Assessment of Genetic Diversity of HTLV-1 ORF-I Sequences Collected from Patients with Different Clinical Profiles

Abstract

The human T cell lymphotropic virus type 1 (HTLV-1) infects 5 to 10 million individuals and remains without specific treatment. This retrovirus genome is composed of the genes gag, pol, env, and a region known as pX. This region contains four open reading frames (ORFs) that encode specific proteins. The ORF-I produces the protein p12 and its cleavage product, p8. In this study, we analyzed the genetic diversity of 32 ORF-I sequences from patients with different clinical profiles. Seven amino acid changes with frequency over 5% were identified: G29S, P34L, L55F, F61L, S63P, F78L, and S91P. The identification of regions where the posttranslational sites were identified showed a high identity among the sequences and the amino acid changes exclusive of specific clinical profile were found in less than 5% of the samples. We compare the findings with 2.406 sequences available in GenBank.
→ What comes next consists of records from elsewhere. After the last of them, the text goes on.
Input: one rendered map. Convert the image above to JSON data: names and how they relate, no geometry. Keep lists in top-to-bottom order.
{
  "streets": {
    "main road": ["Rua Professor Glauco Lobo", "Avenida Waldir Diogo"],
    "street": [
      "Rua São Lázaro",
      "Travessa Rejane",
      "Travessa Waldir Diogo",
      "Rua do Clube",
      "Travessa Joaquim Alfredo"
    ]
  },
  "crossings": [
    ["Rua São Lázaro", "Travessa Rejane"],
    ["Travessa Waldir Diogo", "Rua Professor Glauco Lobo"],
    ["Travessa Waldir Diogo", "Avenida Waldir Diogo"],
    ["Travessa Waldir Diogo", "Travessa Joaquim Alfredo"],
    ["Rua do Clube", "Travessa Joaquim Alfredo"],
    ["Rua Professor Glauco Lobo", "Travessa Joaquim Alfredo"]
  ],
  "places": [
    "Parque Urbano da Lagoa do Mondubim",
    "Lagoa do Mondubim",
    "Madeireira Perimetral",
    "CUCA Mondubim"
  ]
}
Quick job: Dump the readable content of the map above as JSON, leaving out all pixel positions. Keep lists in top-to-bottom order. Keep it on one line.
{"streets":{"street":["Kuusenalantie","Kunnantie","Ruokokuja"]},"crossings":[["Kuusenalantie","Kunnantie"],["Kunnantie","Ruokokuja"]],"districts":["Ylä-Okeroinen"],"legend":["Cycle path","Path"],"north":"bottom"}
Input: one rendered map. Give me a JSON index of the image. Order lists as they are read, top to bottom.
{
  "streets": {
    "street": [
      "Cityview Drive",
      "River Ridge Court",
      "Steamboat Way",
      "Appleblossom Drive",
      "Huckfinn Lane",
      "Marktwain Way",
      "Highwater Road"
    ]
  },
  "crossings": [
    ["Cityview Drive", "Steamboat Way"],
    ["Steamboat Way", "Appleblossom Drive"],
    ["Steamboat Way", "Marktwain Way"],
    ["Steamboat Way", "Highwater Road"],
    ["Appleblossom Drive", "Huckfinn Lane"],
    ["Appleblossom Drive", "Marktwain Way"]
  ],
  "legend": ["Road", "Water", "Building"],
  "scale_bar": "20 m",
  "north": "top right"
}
The low overall genetic diversity found suggested that this region could be used in the HTLV-1 vaccine development.

The human T cell lymphotropic virus type 1 (HTLV-1) was the first described human retrovirus.¹ It is estimated that 5–10 million people are infected with HTLV-1 in the world, and although this infection is endemic in different geographic regions, it still remains without effective therapeutic methods.² It is known that most patients infected with HTLV-1 do not develop clinical manifestations, but this retrovirus is the etiologic agent of infective dermatitis associated to HTLV-1 (IDH), HTLV-1-associated myelopathy/tropical spastic paraparesis (HAM/TSP), and adult T cell leukemia/lymphoma (ATLL), among others.^3
–5 The major barriers for the development of HTLV-1 therapeutic vaccine is the comprehension why some individuals develop pathological processes while others remain asymptomatic and what is the best way to prevent viral persistence and infectivity.

A recent research demonstrated that the persistence of HTLV-1 infection is influenced by the expression of p12 and p8 proteins, encoded from the open reading frame (ORF)-I of the pX gene region. This study suggests that some natural ORF-I mutations alter the expression of the p12 and p8 proteins and that equivalent concentrations of both are necessary to prevent recognition and lysis of HTLV-1 infected cells by cytotoxic T cells.⁶ We previously suggested that some of these natural ORF-I mutations might influence the proviral load and clinical manifestation of HAM/TSP.⁷

Considering the influence of the HTLV-1 ORF-I expression on the course of infection, this study aims to evaluate whether this region could be used as a target for the development of a therapeutic vaccine through the analysis of ORF-I genetic diversity.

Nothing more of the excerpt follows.